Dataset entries
·····
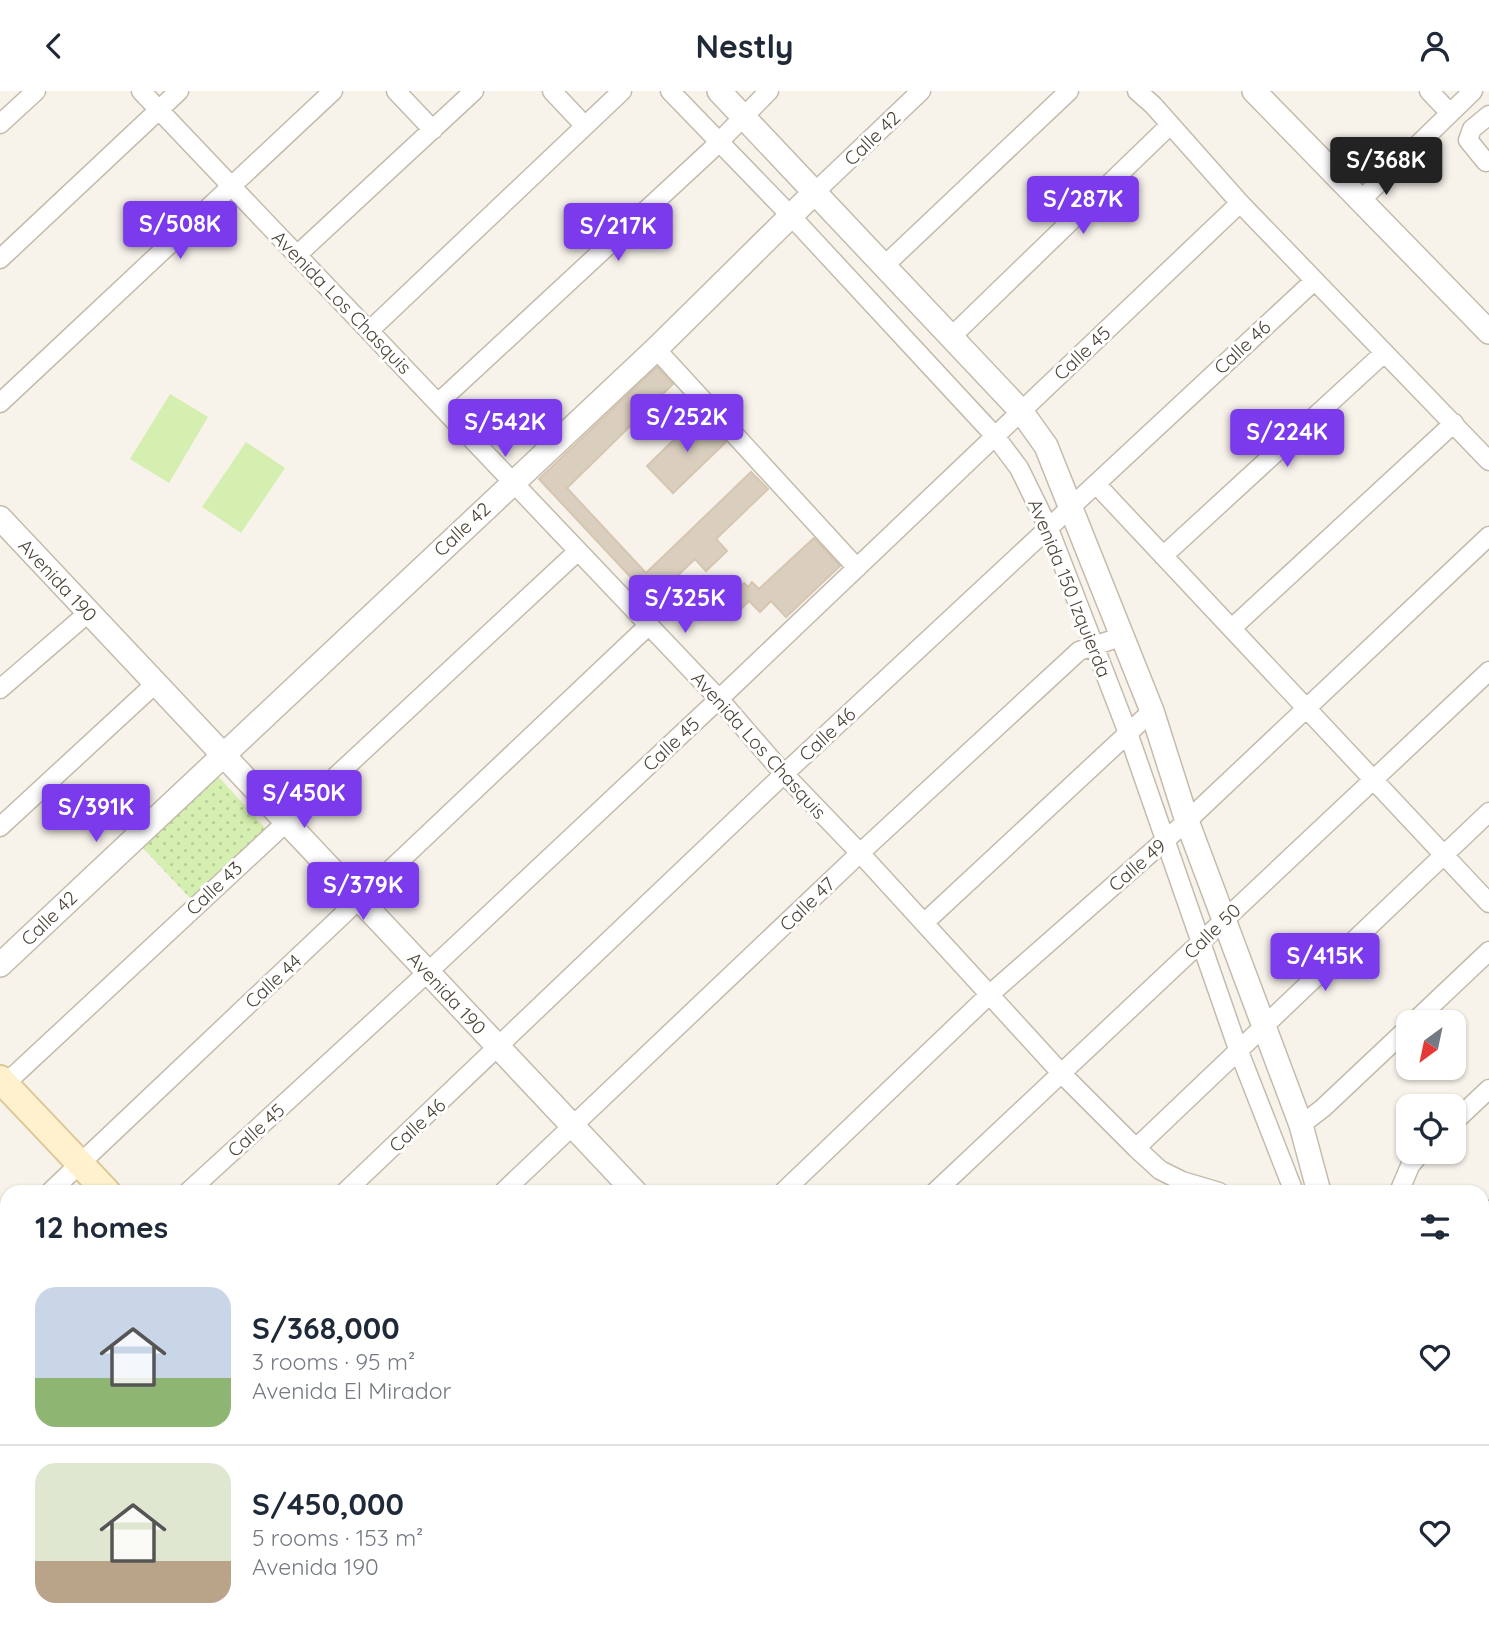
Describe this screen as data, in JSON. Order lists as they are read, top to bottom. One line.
{"streets":{"street":["Calle 42","Avenida Los Chasquis","Calle 46","Calle 45","Avenida 190","Avenida 150 Izquierda","Calle 49","Calle 43","Calle 47","Calle 50","Calle 44"]},"crossings":[["Calle 42","Avenida Los Chasquis"],["Calle 42","Avenida 190"],["Calle 42","Avenida 150 Izquierda"],["Avenida Los Chasquis","Calle 46"],["Avenida Los Chasquis","Calle 45"],["Avenida Los Chasquis","Calle 49"],["Avenida Los Chasquis","Calle 43"],["Avenida Los Chasquis","Calle 47"],["Avenida Los Chasquis","Calle 50"],["Avenida Los Chasquis","Calle 44"],["Calle 46","Avenida 190"],["Calle 46","Avenida 150 Izquierda"],["Calle 45","Avenida 190"],["Calle 45","Avenida 150 Izquierda"],["Avenida 190","Calle 43"],["Avenida 190","Calle 47"],["Avenida 190","Calle 44"],["Avenida 150 Izquierda","Calle 49"],["Avenida 150 Izquierda","Calle 47"],["Avenida 150 Izquierda","Calle 50"]],"north":"bottom left","page":{"header":"Nestly","price":["S/368K","S/287K","S/508K","S/217K","S/252K","S/542K","S/224K","S/325K","S/450K","S/391K","S/379K","S/415K"],"heading":"12 homes","list":[{"name":"S/368,000","note":"3 rooms · 95 m² · Avenida El Mirador"},{"name":"S/450,000","note":"5 rooms · 153 m² · Avenida 190"}]}}
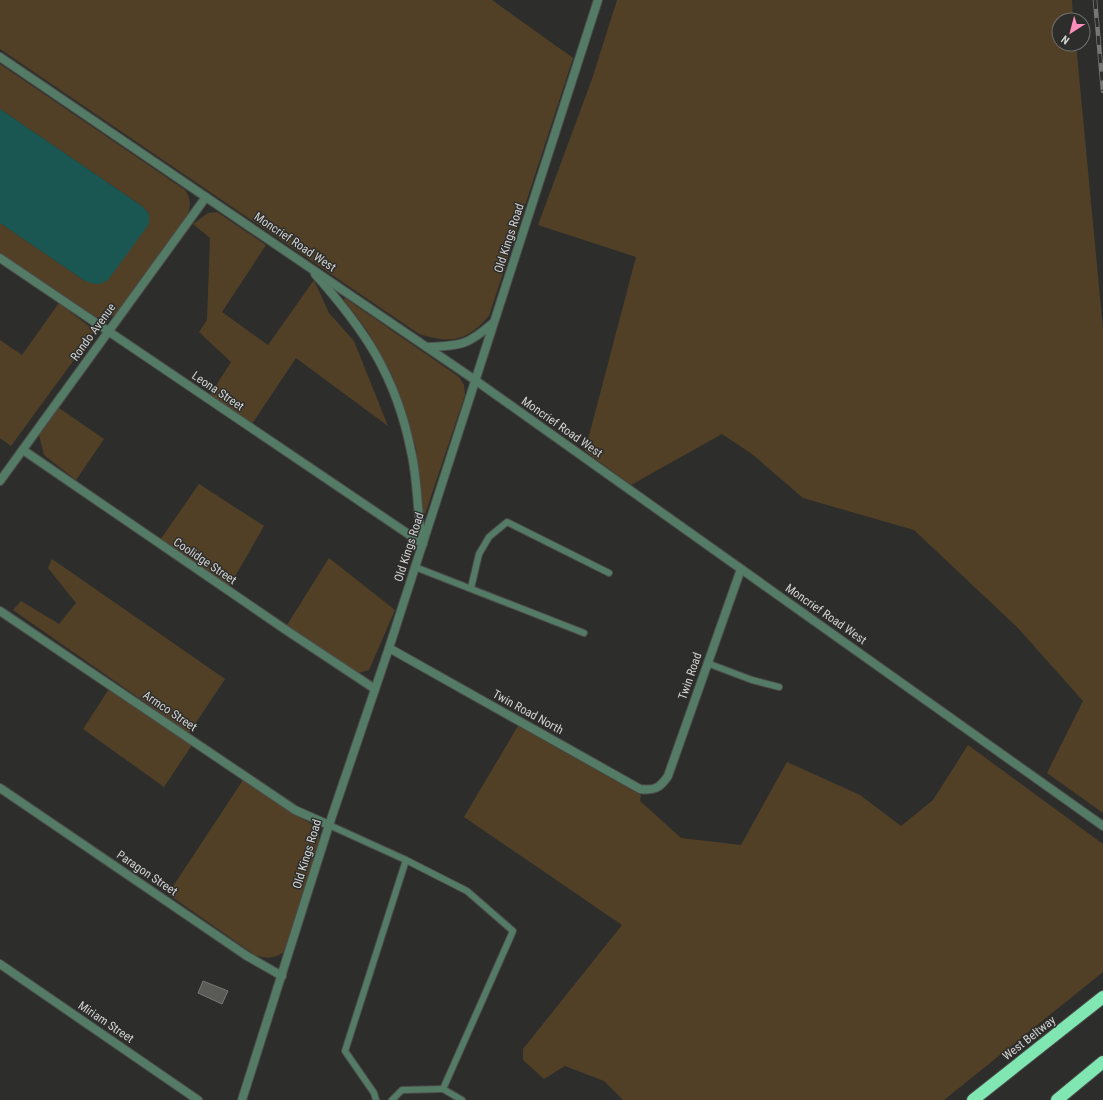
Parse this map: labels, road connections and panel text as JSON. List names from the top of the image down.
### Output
{
  "streets": {
    "highway": ["West Beltway"],
    "street": [
      "Old Kings Road",
      "Moncrief Road West",
      "Rondo Avenue",
      "Leona Street",
      "Coolidge Street",
      "Twin Road",
      "Armco Street",
      "Twin Road North",
      "Paragon Street",
      "Miriam Street"
    ]
  },
  "crossings": [
    ["Old Kings Road", "Moncrief Road West"],
    ["Old Kings Road", "Leona Street"],
    ["Old Kings Road", "Coolidge Street"],
    ["Old Kings Road", "Armco Street"],
    ["Old Kings Road", "Twin Road North"],
    ["Old Kings Road", "Paragon Street"],
    ["Moncrief Road West", "Rondo Avenue"],
    ["Moncrief Road West", "Twin Road"],
    ["Rondo Avenue", "Leona Street"],
    ["Rondo Avenue", "Coolidge Street"],
    ["Twin Road", "Twin Road North"]
  ],
  "north": "bottom left"
}
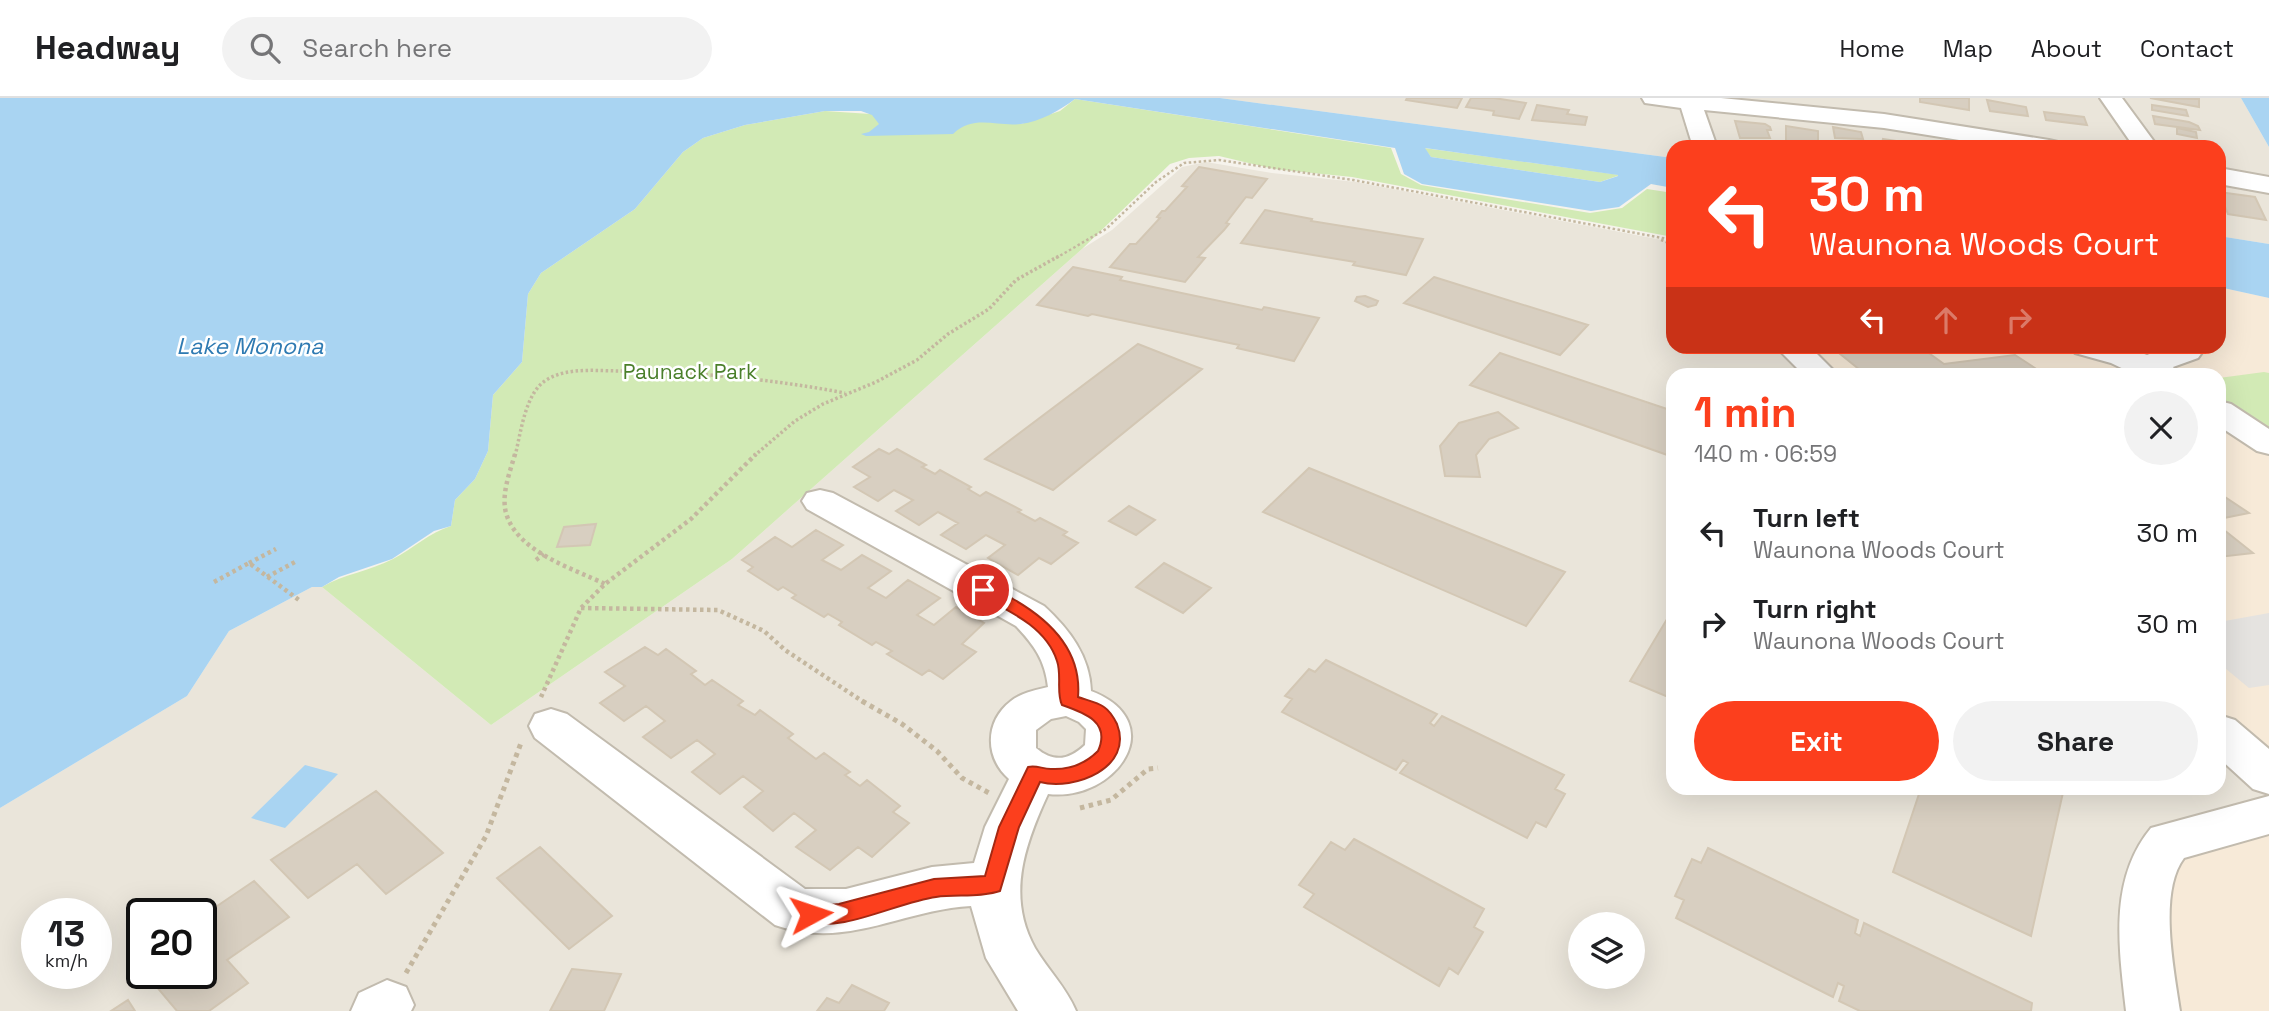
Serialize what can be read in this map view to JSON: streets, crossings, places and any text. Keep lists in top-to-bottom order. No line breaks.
·····
Scan the records for the string "text". Copy each line in which it appears.

◆ Exercise solution
Parse this map: labels, road connections and panel text as JSON. List names from the top of the image down.
Serialize what can be read in this map view to JSON: streets, crossings, places and any text. Keep lists in top-to-bottom order. No line breaks.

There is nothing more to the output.